Эту традиционную картину следует признать скорее правильной, чем неправильной. Однако для современных исследователей она представляется достаточно проблематичной. В самом деле, на протяжении двух столетий она создавала такое количество проблем для комментаторов, что некоторые из них ныне считают использование термина «меркантилизм» в истории интеллектуальных течений или экономической мысли нецелесообразным. Если и можно выделить здесь особое меркантилистское направление, оно было достаточно разнородным и в нем едва ли можно найти единство. И сколь бы естественным ни было возникновение этого направления в определенном историческом контексте, оно внесло достаточно скромный вклад в развитие экономической теории.

Обзор и оценка меркантилистских произведений, написанных многочисленными авторами, жившими в разное время и в разных странах, существенно облегчаются возможностью рассмотрения английской литературы XVII в. в качестве наиболее репрезентативной. Англия наряду с Францией была одной из двух наиболее мощных держав своего времени; в Англии увидели свет наиболее важные экономические произведения рассматриваемого периода; она была основной базой последующего развития классической экономической мысли, в особенности в сфере международной торговли.

XVII столетие, примечательное возникновением династического национального государства и расцветом политической мысли (а также науки и искусства), также является адекватным объектом внимания. На протяжении предыдущего столетия еще сохранялась зависимость от средневековых традиций, в следующем же столетии были заложены прочные основы современной экономической науки.

Итак, имеем ли мы объект для обсуждения? У Э. Хекшера «не вызывал сомнения» тот факт, что «допустимо говорить о меркантилизме как о политике и как о теории, находящихся во внутренней гармонии». Д. Коулмен отчасти соглашается с этим утверждением в отношении теории, но отрицает его справедливость в отношении политики, а ведь именно политика, а не общее теоретизирование интересовала меркантилистов.

Напротив, Джаджес не допускает возможности рассмотрения меркантилизма в качестве «единой доктрины»: поскольку в меркантилизме на протяжении его истории не сложилось ни «символа веры», ни «духовенства», он представляет собой «воображаемую систему, созданную экономистами для целей теоретического описания и некорректно использовавшуюся историками для выражения своих политических идей».

В любом случае представление о четко определенной эре «меркантилизма» использовалось — хотя и не всегда удачно — с достаточно давних пор. А большинство тех, кто использовал его «для целей теоретического описания», инкорпорировали в него некоторые элементы, по которым можно судить об исторической роли, теоретических принципах и политической стратегии меркантилизма.
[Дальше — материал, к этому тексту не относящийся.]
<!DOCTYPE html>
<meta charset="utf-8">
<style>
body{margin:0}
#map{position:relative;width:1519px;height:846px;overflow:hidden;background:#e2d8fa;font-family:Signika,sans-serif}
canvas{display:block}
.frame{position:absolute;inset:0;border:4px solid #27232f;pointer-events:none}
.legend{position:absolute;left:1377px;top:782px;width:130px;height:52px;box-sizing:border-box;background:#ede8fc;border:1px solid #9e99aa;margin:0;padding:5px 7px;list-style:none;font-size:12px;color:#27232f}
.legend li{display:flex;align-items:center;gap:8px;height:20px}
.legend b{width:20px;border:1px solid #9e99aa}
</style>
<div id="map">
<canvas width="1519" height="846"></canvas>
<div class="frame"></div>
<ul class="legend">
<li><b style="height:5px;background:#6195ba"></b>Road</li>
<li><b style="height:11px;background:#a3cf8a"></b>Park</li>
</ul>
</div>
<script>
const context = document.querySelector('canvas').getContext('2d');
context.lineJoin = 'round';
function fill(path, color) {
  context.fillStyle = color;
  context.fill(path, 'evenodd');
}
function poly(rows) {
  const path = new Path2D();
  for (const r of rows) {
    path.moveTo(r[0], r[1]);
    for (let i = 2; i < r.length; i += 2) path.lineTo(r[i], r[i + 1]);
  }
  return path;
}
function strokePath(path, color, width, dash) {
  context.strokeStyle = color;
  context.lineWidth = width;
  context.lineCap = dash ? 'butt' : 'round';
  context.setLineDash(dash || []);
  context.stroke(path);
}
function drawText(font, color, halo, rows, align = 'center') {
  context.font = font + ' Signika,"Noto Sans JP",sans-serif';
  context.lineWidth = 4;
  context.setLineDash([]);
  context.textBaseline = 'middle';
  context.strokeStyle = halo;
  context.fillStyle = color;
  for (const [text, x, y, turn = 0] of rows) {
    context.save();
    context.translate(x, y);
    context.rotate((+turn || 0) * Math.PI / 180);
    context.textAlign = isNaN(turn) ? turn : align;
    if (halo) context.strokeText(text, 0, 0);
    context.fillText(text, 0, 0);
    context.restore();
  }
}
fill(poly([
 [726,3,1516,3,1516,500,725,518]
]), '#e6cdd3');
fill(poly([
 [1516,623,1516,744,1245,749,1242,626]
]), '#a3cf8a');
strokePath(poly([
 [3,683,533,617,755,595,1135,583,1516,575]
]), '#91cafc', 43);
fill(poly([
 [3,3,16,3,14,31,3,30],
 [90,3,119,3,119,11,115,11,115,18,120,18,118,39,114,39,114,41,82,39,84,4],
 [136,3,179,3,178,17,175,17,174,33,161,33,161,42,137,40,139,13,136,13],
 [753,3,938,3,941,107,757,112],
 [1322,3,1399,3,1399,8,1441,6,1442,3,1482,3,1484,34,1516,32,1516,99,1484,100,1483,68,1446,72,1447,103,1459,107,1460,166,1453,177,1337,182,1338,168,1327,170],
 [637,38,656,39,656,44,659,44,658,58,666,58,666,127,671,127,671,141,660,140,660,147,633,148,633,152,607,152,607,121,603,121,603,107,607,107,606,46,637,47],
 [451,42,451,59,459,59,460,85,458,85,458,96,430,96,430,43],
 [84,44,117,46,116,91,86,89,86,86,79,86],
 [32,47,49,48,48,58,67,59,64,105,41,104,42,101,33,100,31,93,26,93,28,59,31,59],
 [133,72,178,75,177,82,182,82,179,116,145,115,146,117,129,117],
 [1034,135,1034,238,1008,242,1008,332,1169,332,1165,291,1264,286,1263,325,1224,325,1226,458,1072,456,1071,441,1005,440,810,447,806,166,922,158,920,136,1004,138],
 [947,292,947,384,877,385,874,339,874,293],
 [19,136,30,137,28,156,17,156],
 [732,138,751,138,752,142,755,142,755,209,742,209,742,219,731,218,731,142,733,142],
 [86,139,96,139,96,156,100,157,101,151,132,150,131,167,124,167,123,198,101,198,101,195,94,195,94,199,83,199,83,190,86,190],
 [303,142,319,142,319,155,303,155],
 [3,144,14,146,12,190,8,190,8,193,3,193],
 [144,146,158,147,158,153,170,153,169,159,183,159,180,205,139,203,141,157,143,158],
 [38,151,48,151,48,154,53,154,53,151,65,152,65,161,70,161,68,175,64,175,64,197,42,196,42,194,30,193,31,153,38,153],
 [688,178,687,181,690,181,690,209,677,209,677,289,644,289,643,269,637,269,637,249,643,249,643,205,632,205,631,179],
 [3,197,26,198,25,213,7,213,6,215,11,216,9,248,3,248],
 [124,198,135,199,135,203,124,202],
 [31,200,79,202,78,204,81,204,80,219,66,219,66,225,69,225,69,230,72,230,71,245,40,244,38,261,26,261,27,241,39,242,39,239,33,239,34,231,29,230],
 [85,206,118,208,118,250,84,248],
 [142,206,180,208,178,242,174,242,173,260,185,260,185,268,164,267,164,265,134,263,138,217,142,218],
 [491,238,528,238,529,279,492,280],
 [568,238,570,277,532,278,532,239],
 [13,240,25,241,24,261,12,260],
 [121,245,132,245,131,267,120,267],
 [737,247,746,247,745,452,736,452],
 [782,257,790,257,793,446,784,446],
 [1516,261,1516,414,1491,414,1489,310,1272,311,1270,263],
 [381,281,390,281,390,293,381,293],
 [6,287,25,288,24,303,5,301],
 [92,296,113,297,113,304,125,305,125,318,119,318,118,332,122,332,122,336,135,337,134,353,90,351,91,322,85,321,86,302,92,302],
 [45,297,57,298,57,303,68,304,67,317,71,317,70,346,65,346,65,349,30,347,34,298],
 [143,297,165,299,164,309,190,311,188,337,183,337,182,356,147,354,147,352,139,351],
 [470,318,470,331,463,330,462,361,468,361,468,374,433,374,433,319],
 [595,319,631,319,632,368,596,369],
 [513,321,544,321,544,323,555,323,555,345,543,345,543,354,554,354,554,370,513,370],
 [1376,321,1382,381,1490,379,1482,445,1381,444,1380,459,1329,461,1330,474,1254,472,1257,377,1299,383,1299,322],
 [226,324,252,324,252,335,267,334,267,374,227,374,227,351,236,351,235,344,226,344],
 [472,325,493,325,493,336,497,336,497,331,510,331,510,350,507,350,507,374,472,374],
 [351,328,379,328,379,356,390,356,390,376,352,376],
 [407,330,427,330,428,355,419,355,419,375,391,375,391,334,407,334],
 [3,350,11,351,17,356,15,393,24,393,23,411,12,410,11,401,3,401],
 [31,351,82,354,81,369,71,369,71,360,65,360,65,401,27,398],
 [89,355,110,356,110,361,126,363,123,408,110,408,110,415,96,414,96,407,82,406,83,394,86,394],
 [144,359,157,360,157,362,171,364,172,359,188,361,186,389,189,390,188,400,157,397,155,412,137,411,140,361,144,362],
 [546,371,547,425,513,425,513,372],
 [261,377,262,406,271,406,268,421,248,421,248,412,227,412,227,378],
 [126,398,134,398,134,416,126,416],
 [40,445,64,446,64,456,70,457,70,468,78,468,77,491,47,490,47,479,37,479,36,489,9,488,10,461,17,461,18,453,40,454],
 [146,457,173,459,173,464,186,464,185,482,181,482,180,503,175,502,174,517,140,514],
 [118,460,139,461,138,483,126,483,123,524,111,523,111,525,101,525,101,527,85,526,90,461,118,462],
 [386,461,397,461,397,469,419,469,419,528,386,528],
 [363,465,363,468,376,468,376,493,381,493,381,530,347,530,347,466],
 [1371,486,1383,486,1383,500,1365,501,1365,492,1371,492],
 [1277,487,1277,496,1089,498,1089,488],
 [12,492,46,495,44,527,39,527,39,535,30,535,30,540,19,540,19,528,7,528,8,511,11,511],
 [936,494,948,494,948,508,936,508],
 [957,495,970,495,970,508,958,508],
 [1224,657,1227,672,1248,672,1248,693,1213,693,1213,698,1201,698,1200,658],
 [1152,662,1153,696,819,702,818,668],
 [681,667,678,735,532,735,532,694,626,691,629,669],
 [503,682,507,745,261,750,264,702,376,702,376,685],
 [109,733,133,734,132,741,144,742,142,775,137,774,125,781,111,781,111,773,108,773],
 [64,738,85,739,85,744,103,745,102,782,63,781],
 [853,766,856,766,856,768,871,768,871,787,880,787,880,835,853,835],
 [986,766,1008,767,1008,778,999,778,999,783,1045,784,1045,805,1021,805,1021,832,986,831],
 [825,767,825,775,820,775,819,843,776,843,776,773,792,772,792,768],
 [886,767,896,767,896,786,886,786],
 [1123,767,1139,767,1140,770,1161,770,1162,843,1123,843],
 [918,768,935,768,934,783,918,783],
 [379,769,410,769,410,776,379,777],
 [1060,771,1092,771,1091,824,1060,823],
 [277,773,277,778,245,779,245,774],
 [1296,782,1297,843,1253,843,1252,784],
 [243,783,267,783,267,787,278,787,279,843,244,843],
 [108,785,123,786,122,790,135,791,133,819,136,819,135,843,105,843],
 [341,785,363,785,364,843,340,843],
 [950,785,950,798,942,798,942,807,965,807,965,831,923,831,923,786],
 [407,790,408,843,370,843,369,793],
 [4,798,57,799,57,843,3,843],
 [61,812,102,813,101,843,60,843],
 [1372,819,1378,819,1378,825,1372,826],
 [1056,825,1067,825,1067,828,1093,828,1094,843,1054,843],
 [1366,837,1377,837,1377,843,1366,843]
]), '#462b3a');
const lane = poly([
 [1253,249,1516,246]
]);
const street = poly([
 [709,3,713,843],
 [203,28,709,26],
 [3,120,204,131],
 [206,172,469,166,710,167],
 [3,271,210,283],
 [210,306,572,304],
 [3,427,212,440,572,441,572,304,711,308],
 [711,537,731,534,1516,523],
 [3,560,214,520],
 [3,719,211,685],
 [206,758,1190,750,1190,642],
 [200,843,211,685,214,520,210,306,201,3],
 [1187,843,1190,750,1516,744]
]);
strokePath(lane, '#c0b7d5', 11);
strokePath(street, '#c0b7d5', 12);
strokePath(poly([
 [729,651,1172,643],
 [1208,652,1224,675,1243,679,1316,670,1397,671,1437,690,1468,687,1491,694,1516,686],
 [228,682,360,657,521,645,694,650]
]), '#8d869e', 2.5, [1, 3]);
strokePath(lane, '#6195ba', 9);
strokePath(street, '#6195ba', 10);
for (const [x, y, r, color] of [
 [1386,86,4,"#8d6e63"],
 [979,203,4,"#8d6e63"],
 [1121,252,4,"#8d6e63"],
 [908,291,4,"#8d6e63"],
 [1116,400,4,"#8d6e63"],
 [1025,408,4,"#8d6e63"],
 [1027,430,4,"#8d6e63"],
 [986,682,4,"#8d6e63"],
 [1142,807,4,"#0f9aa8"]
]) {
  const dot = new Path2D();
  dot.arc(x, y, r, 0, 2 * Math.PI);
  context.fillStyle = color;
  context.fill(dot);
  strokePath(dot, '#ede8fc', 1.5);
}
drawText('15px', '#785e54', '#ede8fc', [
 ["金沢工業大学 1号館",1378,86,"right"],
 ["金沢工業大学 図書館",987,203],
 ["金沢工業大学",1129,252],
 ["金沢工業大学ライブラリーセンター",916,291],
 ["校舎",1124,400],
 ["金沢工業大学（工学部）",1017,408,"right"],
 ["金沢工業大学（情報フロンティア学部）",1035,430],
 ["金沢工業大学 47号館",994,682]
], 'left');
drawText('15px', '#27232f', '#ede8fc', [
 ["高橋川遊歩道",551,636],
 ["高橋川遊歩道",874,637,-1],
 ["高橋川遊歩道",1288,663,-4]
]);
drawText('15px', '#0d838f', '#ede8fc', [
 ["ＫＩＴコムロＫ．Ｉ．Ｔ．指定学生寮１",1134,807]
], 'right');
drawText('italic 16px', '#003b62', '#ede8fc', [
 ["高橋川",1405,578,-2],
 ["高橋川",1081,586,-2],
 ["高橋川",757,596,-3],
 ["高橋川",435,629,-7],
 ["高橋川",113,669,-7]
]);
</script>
Рецепты и предписания меркантилизма представляли собой экономический компонент стратегии создания национальных государств, обосновывая национальную унификацию и предлагая некоторые процедуры ее достижения; особенно это проявилось в Англии, Франции и Испании. Торговцы и промышленники, рассматривали государственный протекционизм и создаваемый им порядок (а также монопольное субсидирование их предприятий из казны) в качестве необходимых условий дальнейшего развития своего бизнеса.

Правители искали материальные средства для приобретения и консолидации власти внутри страны и военной мощи, необходимой для зарубежных военных походов и колонизации. Национальная унификация должна была быть достигнута — это происходило не без трудностей и отнюдь не быстро — в противодействии универсализму средневековой мысли и мировосприятия (воплощенным в Римско-католической церкви и Священной Римской империи) и одновременно в противодействии средневековому партикуляризму, проявлявшемуся в существовании небольших, по преимуществу самодостаточных политических и экономических единиц. Унификация была предпосылкой накопления мощи в международном масштабе и богатства внутри страны, причем богатство должно было концентрироваться главным образом в казне и в руках торговой элиты, а не доставаться широким слоям населения.
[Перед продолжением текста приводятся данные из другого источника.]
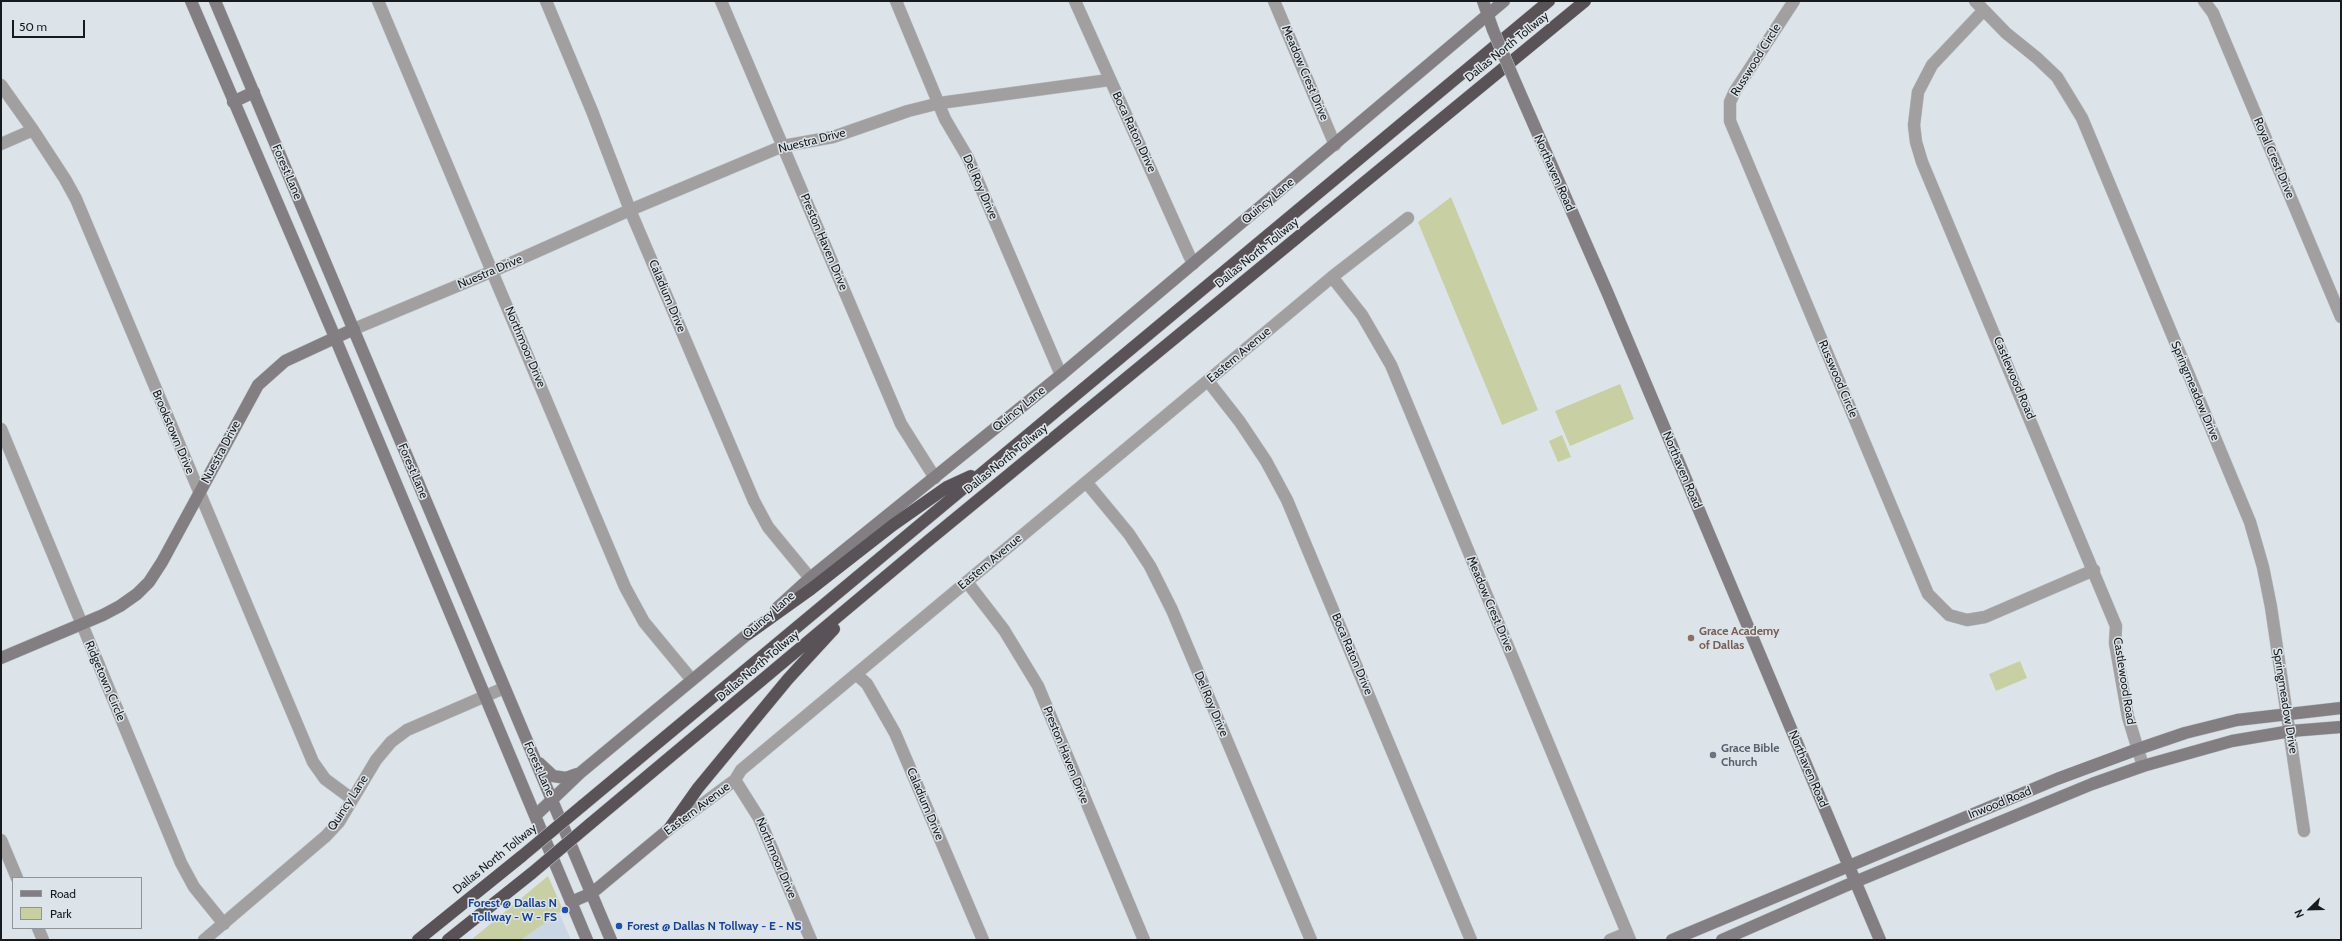 <!DOCTYPE html>
<html>
<head>
<meta charset="utf-8">
<style>
  body { margin:0 }
  #map { position:relative; width:2342px; height:941px; overflow:hidden; background:#dce4ea; font-family:Cabin,sans-serif }
  canvas { display:block }
  .frame { position:absolute; inset:0; border:2px solid #181b1d; pointer-events:none }
  .legend { position:absolute; left:12px; top:877px; width:130px; height:52px; box-sizing:border-box; background:#dce4ea; border:1px solid #8e9498; margin:0; padding:5px 7px; list-style:none; font-size:12px; color:#181b1d }
  .legend li { display:flex; align-items:center; gap:8px; height:20px }
  .legend b { width:20px; border:1px solid #8e9498 }
  .north { position:absolute; left:2290px; top:889px; width:40px; height:40px; -webkit-text-stroke:3px #dce4ea; paint-order:stroke; rotate:247deg; font-size:11px; font-weight:700; line-height:16px; text-align:center; color:#181b1d }
  .north::after { content:''; display:block; margin:auto; width:14px; height:18px; background:#181b1d; clip-path:polygon(50% 0,100% 100%,50% 72%,0 100%) }
  .scale { position:absolute; left:12px; top:20px; width:73px; height:18px; box-sizing:border-box; border:2px solid #181b1d; border-top:0; padding-left:5px; font-size:12px; line-height:14px; white-space:nowrap; color:#181b1d; -webkit-text-stroke:3px #dce4ea; paint-order:stroke }
</style>
</head>
<body>
<div id="map">
<canvas width="2342" height="941"></canvas>
<div class="frame"></div>
<ul class="legend">
<li><b style="height:5px;background:#837e82"></b>Road</li>
<li><b style="height:11px;background:#c8cfa3"></b>Park</li>
</ul>
<div class="north">N</div>
<div class="scale">50 m</div>
</div>
<script>
const g = document.querySelector('canvas').getContext('2d');
g.lineJoin = 'round';
function paint(path, color) { g.fillStyle = color; g.fill(path, 'evenodd'); }
const toPath = rows => new Path2D(rows.map(r => 'M' + r).join(''));
function stroke(path, color, width, dash) { g.strokeStyle = color; g.lineWidth = width; g.lineCap = dash ? 'butt' : 'round'; g.setLineDash(dash || []); g.stroke(path); }
function label(font, color, halo, rows, align = 'center') {
  g.font = font + ' Cabin,sans-serif'; g.lineWidth = 3; g.setLineDash([]); g.textBaseline = 'middle'; g.strokeStyle = halo; g.fillStyle = color; for (const [text, x, y, turn = 0] of rows) {
    g.save(); g.translate(x, y); g.rotate((+turn || 0) * Math.PI / 180); g.textAlign = isNaN(turn) ? turn : align; if (halo) g.strokeText(text, 0, 0); g.fillText(text, 0, 0); g.restore();
  }
}
const built = toPath([
  [559,913,571,940,521,940]
]);
const green = toPath([
  [1451,197,1538,410,1502,425,1418,222],
  [1620,384,1634,419,1570,446,1555,411],
  [1562,435,1571,457,1558,462,1549,441],
  [2020,661,2027,678,1996,691,1989,674],
  [548,876,563,910,559,913,521,940,471,940]
]);
const street = toPath([
  [378,1,625,587,644,622,692,680],
  [546,1,592,111,630,210,754,501,768,527,810,578],
  [721,1,901,424,935,478],
  [896,1,945,119,968,158,1061,375],
  [1075,1,1193,264],
  [1274,1,1335,145],
  [1794,1,1735,91,1730,102,1730,121,1928,594,1949,615,1967,620,1985,617,2094,570],
  [1975,1,2006,33,2037,58,2057,77,2082,118,2250,522,2263,567,2271,607,2304,831],
  [2204,1,2213,13,2341,317],
  [1983,11,1932,65,1918,92,1914,125,1916,142,1922,162,2116,626,2115,643,2128,717,2143,766],
  [1,85,33,130,65,179,76,199,313,762,325,779,352,799],
  [1,144,33,130],
  [1332,277,1362,315,1391,365,1630,940],
  [354,329,493,271,630,210,783,146,833,137,908,111,940,103,1109,80],
  [1208,381,1240,422,1266,461,1287,500,1471,940],
  [1,429,181,863,194,887,224,924],
  [1086,482,1129,534,1150,566,1172,610,1311,940],
  [967,582,1004,630,1038,686,1144,940],
  [856,674,867,684,895,733,983,940],
  [735,780,759,818,811,940],
  [673,826,735,780,741,770,1332,277,1408,218],
  [1,840,17,878],
  [38,928,43,940],
  [204,940,326,836,339,822,376,760,391,742,407,730,504,688],
  [1610,940,1627,933]
]);
const secondary = toPath([
  [191,1,331,328,587,940],
  [215,1,611,940],
  [1483,1,1493,30],
  [1516,84,1608,294,1880,940],
  [233,102,254,92],
  [776,609,810,578,1061,375,1504,1],
  [1,658,103,615,120,606,137,594,149,582,162,562,258,385,285,361,354,329],
  [539,763,553,776,566,778,577,774],
  [535,816,580,773,755,628],
  [571,902,592,893,669,829],
  [1672,940,2057,779,2138,749,2185,733,2237,720,2341,708],
  [1722,940,1845,886,2092,784,2143,766,2232,741,2291,731,2341,727]
]);
const highway = toPath([
  [748,634,811,589,893,525,947,487,971,476],
  [582,806,1549,1],
  [590,824,928,541,1585,1],
  [669,829,698,788,788,679,834,629],
  [418,940,522,856],
  [448,940,532,873]
]);
const secondaryBridge = toPath([
  [1493,30,1516,84]
]);
const highwayBridge = toPath([
  [522,856,582,806],
  [532,873,590,824]
]);
const markers = [
  [1691,638,4,"#8d6e63"],
  [1713,755,4,"#6b7280"],
  [565,910,4,"#1a4fb4"],
  [619,926,4,"#1a4fb4"]
];
const streetNames = [
  ["Dallas North Tollway",1507,47,-39],
  ["Russwood Circle",1756,60,-58],
  ["Meadow Crest Drive",1305,73,67],
  ["Boca Raton Drive",1134,132,65],
  ["Nuestra Drive",812,141,-14],
  ["Royal Crest Drive",2274,158,67],
  ["Forest Lane",287,172,67],
  ["Northaven Road",1554,173,66],
  ["Del Roy Drive",980,187,66],
  ["Quincy Lane",1268,201,-40],
  ["Preston Haven Drive",824,242,67],
  ["Dallas North Tollway",1257,253,-39],
  ["Nuestra Drive",490,272,-23],
  ["Caladium Drive",667,296,67],
  ["Northmoor Drive",525,347,67],
  ["Eastern Avenue",1239,355,-40],
  ["Castlewood Road",2014,378,67],
  ["Russwood Circle",1838,379,67],
  ["Springmeadow Drive",2195,391,67],
  ["Quincy Lane",1019,409,-39],
  ["Brookstown Drive",173,432,67],
  ["Nuestra Drive",221,452,-62],
  ["Dallas North Tollway",1006,459,-39],
  ["Northaven Road",1682,470,67],
  ["Forest Lane",413,471,67],
  ["Eastern Avenue",990,562,-40],
  ["Meadow Crest Drive",1490,604,67],
  ["Quincy Lane",769,615,-41],
  ["Boca Raton Drive",1352,654,67],
  ["Dallas North Tollway",758,666,-40],
  ["Ridgetown Circle",105,681,67],
  ["Castlewood Road",2124,681,81],
  ["Springmeadow Drive",2285,701,81],
  ["Del Roy Drive",1211,704,67],
  ["Preston Haven Drive",1066,755,68],
  ["Forest Lane",539,769,66],
  ["Northaven Road",1808,769,67],
  ["Quincy Lane",348,803,-57],
  ["Inwood Road",2000,803,-22],
  ["Caladium Drive",925,804,67],
  ["Eastern Avenue",697,809,-37],
  ["Northmoor Drive",776,858,67],
  ["Dallas North Tollway",495,859,-39]
];
const educationNames = [
  ["Grace Academy",1699,631],
  ["of Dallas",1699,645]
];
const worshipNames = [
  ["Grace Bible",1721,748],
  ["Church",1721,762]
];
const transitNames = [
  ["Forest @ Dallas N",557,903],
  ["Tollway - W - FS",557,917],
  ["Forest @ Dallas N Tollway - E - NS",627,926,"left"]
];
paint(built, '#cad7e3');
paint(green, '#c8cfa3');
stroke(street, '#b9c0c5', 13);
stroke(secondary, '#b9c0c5', 13);
stroke(highway, '#b9c0c5', 13);
stroke(street, '#a29fa1', 12);
stroke(secondary, '#837e82', 12);
stroke(highway, '#595358', 12);
stroke(secondaryBridge, '#b9c0c5', 13, []);
stroke(highwayBridge, '#b9c0c5', 13, []);
stroke(secondaryBridge, '#837e82', 12);
stroke(highwayBridge, '#595358', 12);
for (const [x, y, r, color] of markers) { const dot = new Path2D(); dot.arc(x, y, r, 0, 2 * Math.PI); g.fillStyle = color; g.fill(dot); stroke(dot, '#dce4ea', 1.5); }
label('12px', '#181b1d', '#dce4ea', streetNames);
label('bold 12px', '#785e54', '#dce4ea', educationNames, 'left');
label('bold 12px', '#5b616d', '#dce4ea', worshipNames, 'left');
label('bold 12px', '#164399', '#dce4ea', transitNames, 'right');
</script>
</body>
</html>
Экономическое благосостояние и его рост определялись и измерялись отнюдь не с точки зрения удовлетворения выявленных предпочтений общества. Равным образом в XVII в. не придавалось приоритетного значения производству, за исключением случая, когда оно обеспечивало превышение экспорта над импортом и компенсирующий приток в страну драгоценных металлов. Однако накопление богатства было ключевым фактором приобретения мощи (точно так же, как и его следствием). В свою очередь, богатство прочно ассоциировалось с металлическими деньгами.

Лучшие авторы-меркантилисты в своих лучших работах прямо не отождествляли богатство с металлическими деньгами. Однако богатство и металлические деньги четко ассоциировались друг с другом; накопление золота и серебра рассматривалось если не в качестве источника прироста богатства, то в качестве отражения этого прироста. В эпоху, предшествующую появлению центральных банков и эффективной системы налогообложения, увеличение количества драгоценных металлов могло обеспечить удобные государственные резервы («деньги — это мускулы войны»); кроме того, в эпоху, восхвалявшую бережливость, оно обеспечивало возможность осуществления частных сбережений.

В то же время чрезмерная концентрация денег в руках правительства или граждан могла привести к снижению цен и сокращению занятости. Более поздние авторы во все большей степени переносили акценты с накопления денежных запасов на денежное обращение. Увеличение количества драгоценных металлов и их расходование должны были ослабить осознававшуюся всеми проблему «редкости денег» и служить «ускорению торговли». Непрерывно увеличивающаяся и беспрепятственно циркулирующая денежная масса каким-то образом должна была способствовать процветанию, облегчать обмен и стимулировать занятость.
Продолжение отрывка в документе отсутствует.